7. The A suspo-emulsion according to claim 1, wherein the agrochemical active compound is selected from the group consisting of deltametrin, fluopyram and diflufenican.

8. The suspo-emulsion according to claim 1, wherein component b) is selected from the group comprising rape seed oil methyl ester and 2-ethyl-hexyl-palmitate as well as mixtures thereof.

9. The suspo-emulsion according to claim 1, wherein component c) is selected from the group consisting of ethoxylated nonylphenols, reaction products of alkylphenols with ethylene oxide and/or propylene oxide, alkylpolysaccharides, ethoxylated and/or propoxy-ethoxylated alcohols, ethoxylated castor oils, ethoxylated glycerine mono- or diesters, ethoxylated polyglycerine esters, ethoxylated arylalkylphenols, furthermore ethoxylated and propoxylated arylalkylphenols, and sulphated or phosphated arylalkyl ethoxylates or -ethoxy-propoxylates, sorbitan derivatives, polyethylene oxide-sorbitan fatty acid esters and sorbitan fatty acid esters.

10. The suspo-emulsion according to claim 1, wherein component d) is selected from the group consisting of polyethylene oxide-polypropylene oxide block copolymers, polyethylene glycol ethers of branched or linear alcohols, reaction products of fatty acids or fatty acid alcohols with ethylene oxide and/or propylene oxide, polyvinyl alcohol, polyoxyalkylenamine derivatives, polyvinylpyrrolidone, copolymers of polyvinyl alcohol and polyvinylpyrrolidone, and copolymers of (meth)acrylic acid and (meth)acrylic acid esters, alkali metal, alkaline earth metal and ammonium salts of alkylsulphonic or alkylphospohric acids, alkylarylsulphonic or alkylarylphosphoric acids, alkali metal, alkaline earth metal and ammonium salts of polystyrenesulphonic acids, salts of polyvinylsulphonic acids, salts of alkylnaphthalene sulphonic acids, salts of naphthalenesulphonic acid-formaldehyde condensation products, salts of condensation products of naphthalenesulphonic acid, phenolsulphonic acid and formaldehyde, and salts of lignosulphonic acid, as well as mixtures thereof.
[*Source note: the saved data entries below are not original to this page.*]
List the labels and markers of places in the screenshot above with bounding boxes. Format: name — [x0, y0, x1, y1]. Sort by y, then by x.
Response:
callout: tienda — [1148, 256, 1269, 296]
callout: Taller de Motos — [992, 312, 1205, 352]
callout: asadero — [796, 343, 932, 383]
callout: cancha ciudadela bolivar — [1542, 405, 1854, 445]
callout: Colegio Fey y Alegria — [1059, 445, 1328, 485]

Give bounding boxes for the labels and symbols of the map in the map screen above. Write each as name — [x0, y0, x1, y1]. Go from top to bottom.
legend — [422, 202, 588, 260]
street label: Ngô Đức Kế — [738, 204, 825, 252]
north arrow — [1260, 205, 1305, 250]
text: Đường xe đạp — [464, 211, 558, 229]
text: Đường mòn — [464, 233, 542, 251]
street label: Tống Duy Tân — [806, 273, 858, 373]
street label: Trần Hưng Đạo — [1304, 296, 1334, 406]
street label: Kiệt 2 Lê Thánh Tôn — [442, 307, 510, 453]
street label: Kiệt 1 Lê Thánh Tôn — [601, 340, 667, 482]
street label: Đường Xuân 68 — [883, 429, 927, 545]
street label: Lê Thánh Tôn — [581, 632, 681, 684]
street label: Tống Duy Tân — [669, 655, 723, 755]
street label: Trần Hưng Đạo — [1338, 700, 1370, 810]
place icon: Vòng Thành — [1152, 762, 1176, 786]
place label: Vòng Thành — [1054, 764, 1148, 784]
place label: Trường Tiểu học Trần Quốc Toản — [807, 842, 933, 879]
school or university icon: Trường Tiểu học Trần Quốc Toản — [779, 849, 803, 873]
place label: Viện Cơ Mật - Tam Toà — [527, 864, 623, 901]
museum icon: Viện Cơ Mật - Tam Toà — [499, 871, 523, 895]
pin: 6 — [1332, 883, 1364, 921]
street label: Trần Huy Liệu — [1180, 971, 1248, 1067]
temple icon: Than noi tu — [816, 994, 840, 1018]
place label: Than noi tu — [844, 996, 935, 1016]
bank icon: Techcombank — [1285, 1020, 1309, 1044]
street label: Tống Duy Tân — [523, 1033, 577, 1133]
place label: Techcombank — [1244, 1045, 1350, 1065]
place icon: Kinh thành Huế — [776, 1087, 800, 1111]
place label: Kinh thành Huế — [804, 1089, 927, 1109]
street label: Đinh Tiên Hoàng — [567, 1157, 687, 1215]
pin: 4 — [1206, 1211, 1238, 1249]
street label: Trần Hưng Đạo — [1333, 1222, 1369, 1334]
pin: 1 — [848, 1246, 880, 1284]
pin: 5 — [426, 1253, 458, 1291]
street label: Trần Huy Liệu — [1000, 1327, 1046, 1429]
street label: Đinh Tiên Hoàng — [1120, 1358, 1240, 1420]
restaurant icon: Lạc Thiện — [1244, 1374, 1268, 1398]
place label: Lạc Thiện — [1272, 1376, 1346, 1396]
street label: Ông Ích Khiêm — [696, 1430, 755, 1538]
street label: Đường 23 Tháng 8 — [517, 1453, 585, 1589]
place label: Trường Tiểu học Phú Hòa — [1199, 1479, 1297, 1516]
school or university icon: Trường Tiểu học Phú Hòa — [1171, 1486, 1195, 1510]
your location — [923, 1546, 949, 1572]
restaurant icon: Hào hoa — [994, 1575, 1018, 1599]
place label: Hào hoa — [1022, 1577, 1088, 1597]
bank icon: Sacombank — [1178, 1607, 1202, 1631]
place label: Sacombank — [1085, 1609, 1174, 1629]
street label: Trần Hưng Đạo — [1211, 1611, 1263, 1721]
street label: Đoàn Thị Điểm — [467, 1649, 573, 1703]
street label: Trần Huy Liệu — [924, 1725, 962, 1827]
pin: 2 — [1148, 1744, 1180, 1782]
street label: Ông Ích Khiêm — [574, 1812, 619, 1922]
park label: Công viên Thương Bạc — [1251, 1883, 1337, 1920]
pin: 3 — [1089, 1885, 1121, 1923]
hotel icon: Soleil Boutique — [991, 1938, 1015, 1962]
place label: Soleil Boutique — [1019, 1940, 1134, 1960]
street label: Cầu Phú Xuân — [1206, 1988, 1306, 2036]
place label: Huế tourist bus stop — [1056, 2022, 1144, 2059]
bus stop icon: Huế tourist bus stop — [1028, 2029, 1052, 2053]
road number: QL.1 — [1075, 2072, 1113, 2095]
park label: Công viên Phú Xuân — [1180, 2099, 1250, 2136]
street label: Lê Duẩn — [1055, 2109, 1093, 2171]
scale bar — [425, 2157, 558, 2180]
11. The suspo-emulsion according to claim 1, wherein component e) is selected from the group consisting of antifoam agents, preservatives, antioxidants, colourants and inert filling materials as well as mixtures thereof.

12. The product comprising a suspo-emulsion according to claim 1 for reduction of drift of a spray liquid comprising the suspo-emulsion during spray application.

13. The product comprising the suspo-emulsion according to claim 12 for reduction of drift of a spray liquid comprising the suspo-emulsion during spray application, wherein the spray liquid contains comprises 0.00005-2.5 wt.-% of the suspo-emulsion, based on the weight of the spray liquid, including water.

14. An adjuvant combination for reduction of spray drift upon spraying in an agrochemical spray composition and mitigation of drift of the agrochemical active compound comprising at least one emulsifier and a mixture of methyl ester and 2-ethyl-hexyl-palmitate.